Anecdotal experience is not so good. Rewriting a tiny component? Ok. Full on rewrite of a big system? I feel it's a bad idea and the wisdom holds true.

Spot on. It seems that OP is considering (1) a rewrite that can entirely fit into the mind of an engineerXYZ, and also (2) will be led by the same engineerXYZ, through executive empowerment.

I guess that in your case probably (1) did not hold. Or maybe (2) did not hold, or both.

OP's experiment doesn't prove at all, that an entire org can rewrite a complex app where 1&2 do not hold. Every indication we have is that org's executive functions perform abysmally for code writing (and rewriting). So exactly the point you are making. It would obviously mean that there is value in code, along the value in the org, once we get above the level of the value that conceptually fits into 1 head.

IMHO, anecdotally, if you attempt a full rewrite under the same organizational conditions that resulted in code bad enough to warrant it...

...you're gonna get bad code again, or, as you say, worse. The impact of the organizational culture dwarfs everything else.

I'm trying to make a small, efficient alternative to Pip. I could never realistically get there by starting with Pip and trimming it down, dropping dependencies, reworking the caching strategy etc. etc. But because I've studied Pip (and the problems it solves), I have a roadmap to taking advantage of a new caching strategy (incidentally similar to uv's), etc. - and I'll (probably) never have to introduce (most of) the heavyweight dependencies in the first place.

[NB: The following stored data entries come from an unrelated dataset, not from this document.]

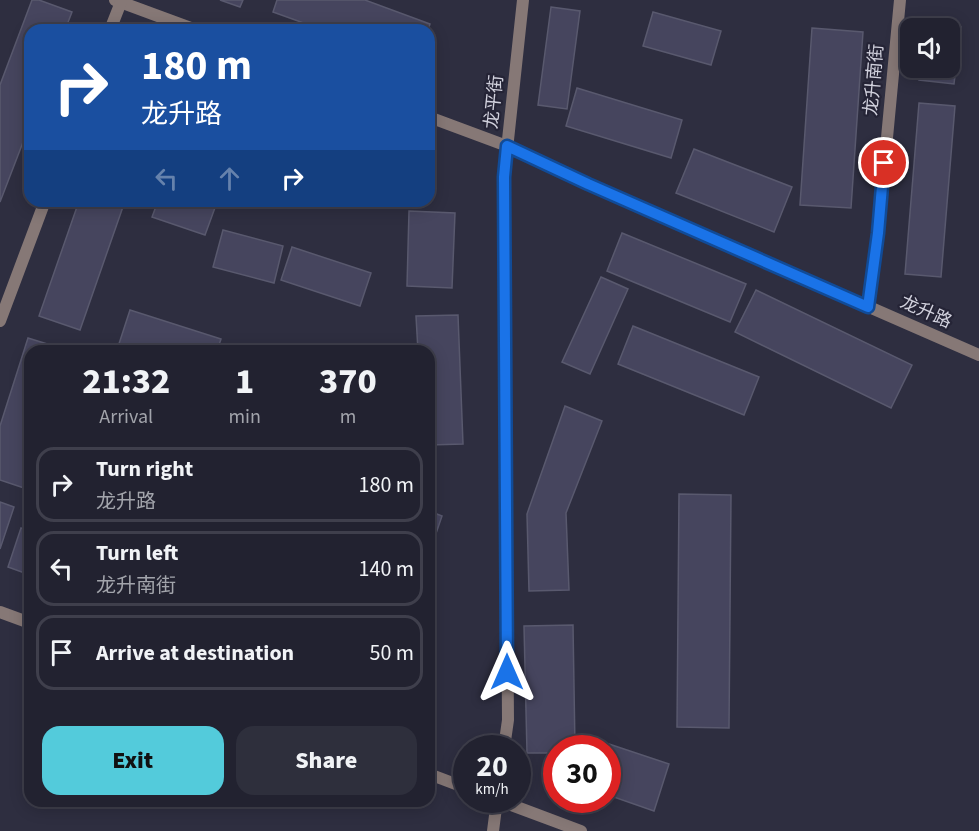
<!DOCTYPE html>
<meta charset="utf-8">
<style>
:root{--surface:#222230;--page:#2e2f3c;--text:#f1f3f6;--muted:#a2a4ab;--line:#3f3f4c;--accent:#53cbdb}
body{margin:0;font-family:"Source Sans 3","Noto Sans SC",sans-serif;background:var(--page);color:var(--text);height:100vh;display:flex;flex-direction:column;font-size:22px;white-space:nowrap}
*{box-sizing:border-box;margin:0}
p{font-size:20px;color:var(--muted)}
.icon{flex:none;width:33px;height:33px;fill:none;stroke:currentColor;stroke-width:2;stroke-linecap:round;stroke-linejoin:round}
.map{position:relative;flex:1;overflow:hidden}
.drawer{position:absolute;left:24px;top:345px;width:411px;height:462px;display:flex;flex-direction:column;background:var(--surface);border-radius:18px;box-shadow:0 3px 15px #0003,0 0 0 2px var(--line)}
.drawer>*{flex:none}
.guide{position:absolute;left:24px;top:24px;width:411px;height:183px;border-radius:18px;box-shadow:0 3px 15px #0003,0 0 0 2px var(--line);background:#1a4fa0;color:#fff;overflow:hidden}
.buttons{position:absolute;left:900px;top:18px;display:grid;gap:12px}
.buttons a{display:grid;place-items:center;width:60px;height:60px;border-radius:12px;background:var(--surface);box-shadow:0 3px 15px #0003,0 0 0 2px var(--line);font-size:30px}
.speed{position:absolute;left:453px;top:735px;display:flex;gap:12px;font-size:30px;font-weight:700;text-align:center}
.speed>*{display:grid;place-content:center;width:78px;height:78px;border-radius:50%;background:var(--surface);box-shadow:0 3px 15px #0003,0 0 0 2px var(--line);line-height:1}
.speed small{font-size:15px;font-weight:400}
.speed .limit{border:9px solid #d22;background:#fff;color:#111}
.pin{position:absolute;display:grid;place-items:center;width:51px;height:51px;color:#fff;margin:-26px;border:3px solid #fff;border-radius:50%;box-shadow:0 2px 6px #0007}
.me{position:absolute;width:66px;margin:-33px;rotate:0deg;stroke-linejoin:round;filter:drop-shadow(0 0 4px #0008)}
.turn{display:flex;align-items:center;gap:21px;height:126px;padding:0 18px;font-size:27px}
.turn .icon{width:78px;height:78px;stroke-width:2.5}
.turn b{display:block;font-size:42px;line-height:51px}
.lanes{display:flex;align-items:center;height:57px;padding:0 18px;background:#0003;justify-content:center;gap:30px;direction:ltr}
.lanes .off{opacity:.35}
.eta{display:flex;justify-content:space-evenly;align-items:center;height:102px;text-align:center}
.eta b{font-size:36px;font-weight:800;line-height:42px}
.cta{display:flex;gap:12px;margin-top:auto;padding:12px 18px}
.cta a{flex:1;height:69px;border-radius:18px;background:var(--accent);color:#111;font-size:24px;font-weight:800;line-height:69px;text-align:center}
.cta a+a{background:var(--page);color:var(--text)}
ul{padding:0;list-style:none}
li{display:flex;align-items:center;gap:18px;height:75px;margin:0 12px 9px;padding:0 6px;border:3px solid var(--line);border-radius:18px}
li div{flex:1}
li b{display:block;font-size:22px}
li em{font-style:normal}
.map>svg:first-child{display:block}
.building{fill:#46455e;stroke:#59596e;stroke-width:1.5}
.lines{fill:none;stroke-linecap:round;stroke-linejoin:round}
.minor{stroke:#867876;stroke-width:12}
.tertiary{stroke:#867876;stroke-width:12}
.route-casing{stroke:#114b97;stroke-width:15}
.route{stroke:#1a73e8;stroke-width:10}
.labels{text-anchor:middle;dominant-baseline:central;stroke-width:4.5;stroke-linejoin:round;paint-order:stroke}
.street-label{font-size:18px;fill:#d1d1dd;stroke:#252436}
</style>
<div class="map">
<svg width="979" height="831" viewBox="0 0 979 831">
<rect width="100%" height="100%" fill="#2e2e40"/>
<g class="building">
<polygon points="32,0 39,0 72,12 65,30 30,30 30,124 0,202 0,85"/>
<polygon points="220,0 243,0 240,7"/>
<polygon points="277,0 365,0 430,24 428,30 323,30 273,12"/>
<polygon points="551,7 580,11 567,109 538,105"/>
<polygon points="653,12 721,31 711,65 643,46"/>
<polygon points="926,23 961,27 954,84 919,80 920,68 950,68 950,28 925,28"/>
<polygon points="812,28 863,32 851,208 800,205"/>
<polygon points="577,88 682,120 671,158 566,126"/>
<polygon points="919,103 955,106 941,277 905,274"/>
<polygon points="694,149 792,187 774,232 676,193"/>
<polygon points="79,201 125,201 80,330 39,316"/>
<polygon points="158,201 205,201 216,205 205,235 152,217"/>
<polygon points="409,211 455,213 452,288 407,286"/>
<polygon points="223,230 283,246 274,283 213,267"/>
<polygon points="622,233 746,284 730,322 607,271"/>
<polygon points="292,247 371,273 360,306 281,280"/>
<polygon points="601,277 628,289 590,374 562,362"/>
<polygon points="756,290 912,365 891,408 735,332"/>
<polygon points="130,310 221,339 217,351 122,351 117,350"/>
<polygon points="458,315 463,444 429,445 429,351 418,351 416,316"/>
<polygon points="633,326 759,377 744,415 618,364"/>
<polygon points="28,338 70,351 30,351 30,479 27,489 0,480 0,426"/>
<polygon points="243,345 260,351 240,351"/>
<polygon points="565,406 602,421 566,513 569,590 529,591 527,514"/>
<polygon points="679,494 731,495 729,728 677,727"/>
<polygon points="0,502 14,507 0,549"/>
<polygon points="429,511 442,516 429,554"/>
<polygon points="21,528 30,531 30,575 8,567"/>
<polygon points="573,625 575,748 556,748 556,753 527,753 524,626"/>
<polygon points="600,741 669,764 654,811 608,795 608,748 598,748"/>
</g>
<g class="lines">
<g class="minor">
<polyline points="115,0 196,30"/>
<polyline points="110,30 121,2"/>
<polyline points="429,117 507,146 588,184 979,355"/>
<polyline points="868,307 878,233 900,0"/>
<polyline points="0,321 45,201"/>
<polyline points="504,748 508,720 504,177 523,0"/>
<polyline points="493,831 497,800"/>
</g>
<g class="tertiary">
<polyline points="0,612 30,623"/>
<polyline points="429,774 466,788"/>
<polyline points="498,800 581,831"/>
</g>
</g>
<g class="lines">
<defs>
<polyline id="route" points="507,672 504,177 507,146 588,184 868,307 878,233 884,163"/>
</defs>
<use href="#route" class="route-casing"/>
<use href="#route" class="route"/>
</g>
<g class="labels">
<g class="street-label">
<text transform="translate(874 80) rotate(-85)">龙升南街</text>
<text transform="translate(494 102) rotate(-84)">龙平街</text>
<text transform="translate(926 312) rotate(24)">龙升路</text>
</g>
</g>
</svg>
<div class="buttons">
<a><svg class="icon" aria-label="sound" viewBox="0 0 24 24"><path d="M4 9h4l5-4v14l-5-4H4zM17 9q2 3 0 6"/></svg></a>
</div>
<div class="speed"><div>20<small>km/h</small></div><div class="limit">30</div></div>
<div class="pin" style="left:884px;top:163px;background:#d93025"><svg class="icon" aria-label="arrive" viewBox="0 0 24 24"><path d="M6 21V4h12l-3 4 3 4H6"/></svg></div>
<svg class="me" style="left:507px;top:672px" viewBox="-20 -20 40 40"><path d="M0-17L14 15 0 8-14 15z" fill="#1a73e8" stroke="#fff" stroke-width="4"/></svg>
<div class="guide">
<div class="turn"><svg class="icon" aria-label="right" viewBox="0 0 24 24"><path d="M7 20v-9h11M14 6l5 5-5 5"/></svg><div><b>180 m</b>龙升路</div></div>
<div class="lanes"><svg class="icon off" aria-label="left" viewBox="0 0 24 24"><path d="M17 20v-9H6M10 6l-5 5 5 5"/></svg><svg class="icon off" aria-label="ahead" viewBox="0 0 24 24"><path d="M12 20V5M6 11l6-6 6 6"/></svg><svg class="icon" aria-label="right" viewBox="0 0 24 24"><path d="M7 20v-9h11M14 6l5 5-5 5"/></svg></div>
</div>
<section class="drawer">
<div class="eta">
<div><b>21:32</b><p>Arrival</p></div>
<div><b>1</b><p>min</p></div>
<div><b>370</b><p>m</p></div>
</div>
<ul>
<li><svg class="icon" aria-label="right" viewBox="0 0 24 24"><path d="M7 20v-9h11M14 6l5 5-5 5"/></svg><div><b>Turn right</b><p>龙升路</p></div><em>180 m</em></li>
<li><svg class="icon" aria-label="left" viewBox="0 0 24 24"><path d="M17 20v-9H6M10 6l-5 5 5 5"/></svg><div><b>Turn left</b><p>龙升南街</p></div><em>140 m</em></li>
<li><svg class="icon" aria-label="arrive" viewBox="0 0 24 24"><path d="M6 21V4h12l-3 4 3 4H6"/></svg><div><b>Arrive at destination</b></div><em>50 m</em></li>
</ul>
<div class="cta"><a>Exit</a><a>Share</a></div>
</section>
</div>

Understanding doesn't have to come from "being part of the original core team". Although if you aim to be feature-complete and interface-compatible, I'm sure it helps an awful lot.

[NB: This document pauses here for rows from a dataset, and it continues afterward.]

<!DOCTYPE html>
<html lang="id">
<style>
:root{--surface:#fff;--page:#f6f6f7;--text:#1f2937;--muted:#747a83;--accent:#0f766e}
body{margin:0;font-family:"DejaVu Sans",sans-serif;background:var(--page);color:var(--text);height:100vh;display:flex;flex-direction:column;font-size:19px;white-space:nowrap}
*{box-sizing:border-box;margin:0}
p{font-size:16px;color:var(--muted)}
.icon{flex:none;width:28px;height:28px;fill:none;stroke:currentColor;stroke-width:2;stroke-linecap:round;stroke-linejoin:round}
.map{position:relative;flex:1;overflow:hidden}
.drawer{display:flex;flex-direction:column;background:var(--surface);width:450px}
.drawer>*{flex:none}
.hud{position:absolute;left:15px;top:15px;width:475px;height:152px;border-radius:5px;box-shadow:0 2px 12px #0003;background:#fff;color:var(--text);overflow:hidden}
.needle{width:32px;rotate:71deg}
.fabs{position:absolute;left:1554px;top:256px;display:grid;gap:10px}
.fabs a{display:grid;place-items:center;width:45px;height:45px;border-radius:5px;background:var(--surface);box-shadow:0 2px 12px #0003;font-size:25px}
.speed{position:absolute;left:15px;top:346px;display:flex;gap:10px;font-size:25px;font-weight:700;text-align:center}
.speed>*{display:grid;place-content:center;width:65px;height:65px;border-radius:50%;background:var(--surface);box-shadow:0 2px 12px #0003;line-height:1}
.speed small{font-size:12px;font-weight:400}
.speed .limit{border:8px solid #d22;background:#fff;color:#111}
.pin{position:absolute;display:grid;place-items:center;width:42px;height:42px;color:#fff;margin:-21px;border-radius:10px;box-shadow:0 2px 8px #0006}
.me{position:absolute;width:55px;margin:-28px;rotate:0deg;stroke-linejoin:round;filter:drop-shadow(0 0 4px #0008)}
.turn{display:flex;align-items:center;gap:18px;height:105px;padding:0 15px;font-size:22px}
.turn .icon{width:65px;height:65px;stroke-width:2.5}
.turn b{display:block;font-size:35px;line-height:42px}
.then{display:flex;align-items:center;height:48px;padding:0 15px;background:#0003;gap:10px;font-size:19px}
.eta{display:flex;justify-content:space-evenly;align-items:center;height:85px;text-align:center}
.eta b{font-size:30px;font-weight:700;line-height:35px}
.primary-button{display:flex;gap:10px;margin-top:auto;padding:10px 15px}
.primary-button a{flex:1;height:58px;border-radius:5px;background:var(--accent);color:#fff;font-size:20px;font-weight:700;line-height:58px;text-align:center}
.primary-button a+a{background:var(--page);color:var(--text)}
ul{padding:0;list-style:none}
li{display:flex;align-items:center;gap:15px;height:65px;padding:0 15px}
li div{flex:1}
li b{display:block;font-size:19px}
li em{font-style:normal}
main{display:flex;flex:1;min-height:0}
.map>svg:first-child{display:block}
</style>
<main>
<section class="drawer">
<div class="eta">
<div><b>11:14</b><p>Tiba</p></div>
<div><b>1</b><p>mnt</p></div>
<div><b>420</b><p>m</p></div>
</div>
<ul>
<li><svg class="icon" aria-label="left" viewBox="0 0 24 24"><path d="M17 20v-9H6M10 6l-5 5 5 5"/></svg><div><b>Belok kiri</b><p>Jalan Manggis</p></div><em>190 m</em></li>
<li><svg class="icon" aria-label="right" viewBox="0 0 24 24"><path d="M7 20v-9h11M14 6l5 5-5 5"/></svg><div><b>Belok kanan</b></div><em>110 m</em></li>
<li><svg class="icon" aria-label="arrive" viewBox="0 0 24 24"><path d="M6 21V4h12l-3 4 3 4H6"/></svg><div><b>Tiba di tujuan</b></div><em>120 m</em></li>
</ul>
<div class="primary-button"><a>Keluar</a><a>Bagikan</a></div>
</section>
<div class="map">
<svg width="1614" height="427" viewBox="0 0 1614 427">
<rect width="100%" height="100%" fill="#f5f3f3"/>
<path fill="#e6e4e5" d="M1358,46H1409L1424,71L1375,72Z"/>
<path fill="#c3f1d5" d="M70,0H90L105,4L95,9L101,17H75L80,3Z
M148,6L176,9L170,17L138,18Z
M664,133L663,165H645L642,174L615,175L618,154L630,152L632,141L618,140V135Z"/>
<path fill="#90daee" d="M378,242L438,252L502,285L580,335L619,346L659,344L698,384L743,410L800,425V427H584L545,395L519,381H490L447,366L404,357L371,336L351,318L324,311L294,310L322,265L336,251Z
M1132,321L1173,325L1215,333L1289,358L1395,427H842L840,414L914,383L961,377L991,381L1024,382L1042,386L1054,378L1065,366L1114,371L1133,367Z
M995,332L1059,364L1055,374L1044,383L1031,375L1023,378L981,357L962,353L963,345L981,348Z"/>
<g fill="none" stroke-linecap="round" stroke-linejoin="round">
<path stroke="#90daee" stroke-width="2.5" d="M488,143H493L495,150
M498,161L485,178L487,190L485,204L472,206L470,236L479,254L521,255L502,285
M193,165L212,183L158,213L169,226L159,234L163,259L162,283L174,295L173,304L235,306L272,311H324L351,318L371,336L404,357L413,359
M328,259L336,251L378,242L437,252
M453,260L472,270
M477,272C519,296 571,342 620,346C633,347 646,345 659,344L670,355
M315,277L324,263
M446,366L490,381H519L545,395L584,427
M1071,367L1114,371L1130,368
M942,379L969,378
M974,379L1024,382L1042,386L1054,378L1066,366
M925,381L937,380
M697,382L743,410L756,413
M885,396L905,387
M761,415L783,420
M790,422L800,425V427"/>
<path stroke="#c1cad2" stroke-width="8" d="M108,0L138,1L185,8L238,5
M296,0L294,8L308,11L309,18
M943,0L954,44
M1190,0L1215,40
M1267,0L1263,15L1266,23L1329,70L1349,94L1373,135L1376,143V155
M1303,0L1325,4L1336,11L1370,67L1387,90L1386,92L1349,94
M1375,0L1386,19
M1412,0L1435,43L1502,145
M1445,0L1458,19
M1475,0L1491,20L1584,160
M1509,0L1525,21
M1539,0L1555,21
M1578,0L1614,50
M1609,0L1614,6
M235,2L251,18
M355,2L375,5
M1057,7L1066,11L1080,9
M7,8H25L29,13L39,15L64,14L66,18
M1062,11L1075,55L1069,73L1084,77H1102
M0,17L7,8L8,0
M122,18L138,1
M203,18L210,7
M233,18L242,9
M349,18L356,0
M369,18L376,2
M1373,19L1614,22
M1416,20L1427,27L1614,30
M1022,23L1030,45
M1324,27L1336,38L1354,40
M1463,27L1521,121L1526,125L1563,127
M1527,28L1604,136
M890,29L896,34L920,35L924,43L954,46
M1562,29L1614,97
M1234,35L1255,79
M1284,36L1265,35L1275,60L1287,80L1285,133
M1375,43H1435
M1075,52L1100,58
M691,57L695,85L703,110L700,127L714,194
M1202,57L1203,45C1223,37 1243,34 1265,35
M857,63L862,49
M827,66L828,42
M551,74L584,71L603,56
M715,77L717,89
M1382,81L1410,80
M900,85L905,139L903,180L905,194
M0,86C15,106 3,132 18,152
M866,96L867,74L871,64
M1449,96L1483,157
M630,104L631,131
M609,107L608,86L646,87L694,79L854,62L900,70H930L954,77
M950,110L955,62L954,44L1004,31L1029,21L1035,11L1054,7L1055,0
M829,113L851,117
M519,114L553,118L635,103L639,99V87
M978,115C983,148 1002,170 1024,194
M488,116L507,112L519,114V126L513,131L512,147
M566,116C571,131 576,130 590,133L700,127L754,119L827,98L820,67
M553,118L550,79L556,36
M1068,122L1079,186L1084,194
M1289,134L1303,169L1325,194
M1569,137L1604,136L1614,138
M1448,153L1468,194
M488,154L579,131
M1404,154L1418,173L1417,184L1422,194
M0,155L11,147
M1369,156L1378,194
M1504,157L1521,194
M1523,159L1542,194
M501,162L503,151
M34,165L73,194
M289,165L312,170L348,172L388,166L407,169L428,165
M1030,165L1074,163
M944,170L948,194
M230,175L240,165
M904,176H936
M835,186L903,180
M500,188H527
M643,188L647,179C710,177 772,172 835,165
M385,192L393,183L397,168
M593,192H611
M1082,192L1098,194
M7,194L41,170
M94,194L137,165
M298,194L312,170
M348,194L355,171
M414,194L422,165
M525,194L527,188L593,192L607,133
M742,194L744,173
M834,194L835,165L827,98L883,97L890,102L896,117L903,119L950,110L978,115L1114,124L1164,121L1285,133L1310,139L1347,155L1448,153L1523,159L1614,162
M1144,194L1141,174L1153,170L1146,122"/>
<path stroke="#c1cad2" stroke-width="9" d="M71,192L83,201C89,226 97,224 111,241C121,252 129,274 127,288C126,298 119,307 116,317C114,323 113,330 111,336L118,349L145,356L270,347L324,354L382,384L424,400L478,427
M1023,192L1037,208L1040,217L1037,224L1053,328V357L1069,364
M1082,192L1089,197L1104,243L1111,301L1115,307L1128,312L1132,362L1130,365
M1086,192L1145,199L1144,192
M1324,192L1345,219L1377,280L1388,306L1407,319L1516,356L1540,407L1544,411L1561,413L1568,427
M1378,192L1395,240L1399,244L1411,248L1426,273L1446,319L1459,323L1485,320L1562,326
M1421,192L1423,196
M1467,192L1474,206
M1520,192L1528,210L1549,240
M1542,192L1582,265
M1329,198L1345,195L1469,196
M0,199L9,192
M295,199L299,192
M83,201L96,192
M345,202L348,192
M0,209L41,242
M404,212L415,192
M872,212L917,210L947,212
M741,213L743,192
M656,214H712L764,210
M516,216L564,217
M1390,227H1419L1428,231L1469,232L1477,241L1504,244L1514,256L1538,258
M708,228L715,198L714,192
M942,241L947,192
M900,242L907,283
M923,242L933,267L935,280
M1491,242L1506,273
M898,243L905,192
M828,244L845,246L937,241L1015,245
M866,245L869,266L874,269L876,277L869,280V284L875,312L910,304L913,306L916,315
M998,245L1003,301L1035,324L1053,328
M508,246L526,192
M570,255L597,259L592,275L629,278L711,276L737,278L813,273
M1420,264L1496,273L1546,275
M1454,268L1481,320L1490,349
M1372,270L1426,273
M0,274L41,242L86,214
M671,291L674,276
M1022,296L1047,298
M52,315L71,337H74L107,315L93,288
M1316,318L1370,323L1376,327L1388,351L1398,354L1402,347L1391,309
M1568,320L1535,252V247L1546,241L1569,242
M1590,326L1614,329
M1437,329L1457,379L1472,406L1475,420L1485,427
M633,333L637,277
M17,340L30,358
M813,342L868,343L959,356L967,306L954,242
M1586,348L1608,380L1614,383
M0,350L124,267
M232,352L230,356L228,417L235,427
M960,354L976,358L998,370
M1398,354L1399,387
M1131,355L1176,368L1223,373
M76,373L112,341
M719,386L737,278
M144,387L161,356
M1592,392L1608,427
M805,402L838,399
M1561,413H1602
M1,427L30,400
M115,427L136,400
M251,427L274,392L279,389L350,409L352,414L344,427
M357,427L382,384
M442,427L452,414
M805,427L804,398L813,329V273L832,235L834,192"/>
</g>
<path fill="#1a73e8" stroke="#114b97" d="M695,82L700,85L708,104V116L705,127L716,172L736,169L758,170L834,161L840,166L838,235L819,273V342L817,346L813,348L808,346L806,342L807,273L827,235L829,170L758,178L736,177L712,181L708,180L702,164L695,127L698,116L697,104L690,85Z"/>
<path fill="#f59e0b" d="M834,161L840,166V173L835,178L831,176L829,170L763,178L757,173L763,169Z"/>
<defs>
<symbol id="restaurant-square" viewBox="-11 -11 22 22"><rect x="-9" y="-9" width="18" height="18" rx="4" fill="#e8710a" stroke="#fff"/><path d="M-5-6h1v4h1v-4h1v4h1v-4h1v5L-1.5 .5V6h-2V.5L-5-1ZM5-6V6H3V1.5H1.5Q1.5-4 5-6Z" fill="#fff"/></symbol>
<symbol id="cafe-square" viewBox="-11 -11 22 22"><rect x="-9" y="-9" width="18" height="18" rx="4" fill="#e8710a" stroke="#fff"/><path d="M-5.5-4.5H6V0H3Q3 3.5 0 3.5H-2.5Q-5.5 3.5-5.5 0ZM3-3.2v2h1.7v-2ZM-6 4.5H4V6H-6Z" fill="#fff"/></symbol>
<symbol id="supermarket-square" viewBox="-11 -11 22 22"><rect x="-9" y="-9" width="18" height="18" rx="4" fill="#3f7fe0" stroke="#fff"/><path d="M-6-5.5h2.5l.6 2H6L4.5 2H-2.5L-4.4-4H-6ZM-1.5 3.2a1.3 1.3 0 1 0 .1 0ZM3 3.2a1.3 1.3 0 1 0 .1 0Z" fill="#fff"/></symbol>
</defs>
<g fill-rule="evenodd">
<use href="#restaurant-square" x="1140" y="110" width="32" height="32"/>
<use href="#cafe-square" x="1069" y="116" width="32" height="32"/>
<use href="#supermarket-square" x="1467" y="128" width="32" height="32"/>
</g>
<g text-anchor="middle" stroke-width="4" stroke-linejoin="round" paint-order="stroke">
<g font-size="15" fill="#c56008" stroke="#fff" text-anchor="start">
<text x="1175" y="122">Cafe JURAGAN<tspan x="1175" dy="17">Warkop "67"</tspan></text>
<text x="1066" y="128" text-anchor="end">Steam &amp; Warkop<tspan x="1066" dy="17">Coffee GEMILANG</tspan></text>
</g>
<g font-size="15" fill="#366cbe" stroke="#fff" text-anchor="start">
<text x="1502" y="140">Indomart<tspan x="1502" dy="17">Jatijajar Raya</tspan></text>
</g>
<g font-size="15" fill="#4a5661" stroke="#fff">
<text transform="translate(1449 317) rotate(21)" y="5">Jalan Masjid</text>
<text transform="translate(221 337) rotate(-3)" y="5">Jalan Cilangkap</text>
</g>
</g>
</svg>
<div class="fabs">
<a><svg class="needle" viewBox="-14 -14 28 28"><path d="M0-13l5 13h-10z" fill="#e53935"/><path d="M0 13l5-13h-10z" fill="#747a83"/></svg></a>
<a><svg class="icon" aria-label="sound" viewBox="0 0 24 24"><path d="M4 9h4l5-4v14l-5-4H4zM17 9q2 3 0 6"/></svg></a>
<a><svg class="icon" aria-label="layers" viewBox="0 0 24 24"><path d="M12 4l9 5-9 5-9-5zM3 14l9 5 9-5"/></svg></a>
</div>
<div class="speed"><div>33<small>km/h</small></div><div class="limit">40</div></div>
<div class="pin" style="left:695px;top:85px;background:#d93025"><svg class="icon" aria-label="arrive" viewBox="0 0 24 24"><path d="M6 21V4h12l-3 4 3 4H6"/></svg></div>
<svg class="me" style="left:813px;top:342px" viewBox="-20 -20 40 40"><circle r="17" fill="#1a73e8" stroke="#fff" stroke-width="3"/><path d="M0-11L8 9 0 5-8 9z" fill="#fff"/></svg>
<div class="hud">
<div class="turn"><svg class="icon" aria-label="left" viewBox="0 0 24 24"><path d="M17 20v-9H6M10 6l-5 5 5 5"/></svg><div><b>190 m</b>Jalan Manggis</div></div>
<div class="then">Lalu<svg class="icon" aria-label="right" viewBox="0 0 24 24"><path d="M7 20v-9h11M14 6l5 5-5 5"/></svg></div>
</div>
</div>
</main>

You've hit on an important point in the article:

> if you are doing so because you lack understanding of the original code

As I understood it, the key point of the article is that the understanding is the value. If you don't understand the code, then you've lost the value. That's why rebuilds by new folk who don't understand the solution don't work.

Large sweeping software initiatives that go nowhere and are replaced by a product from a more agile team aspect isn't that unique, though the author being on both teams is.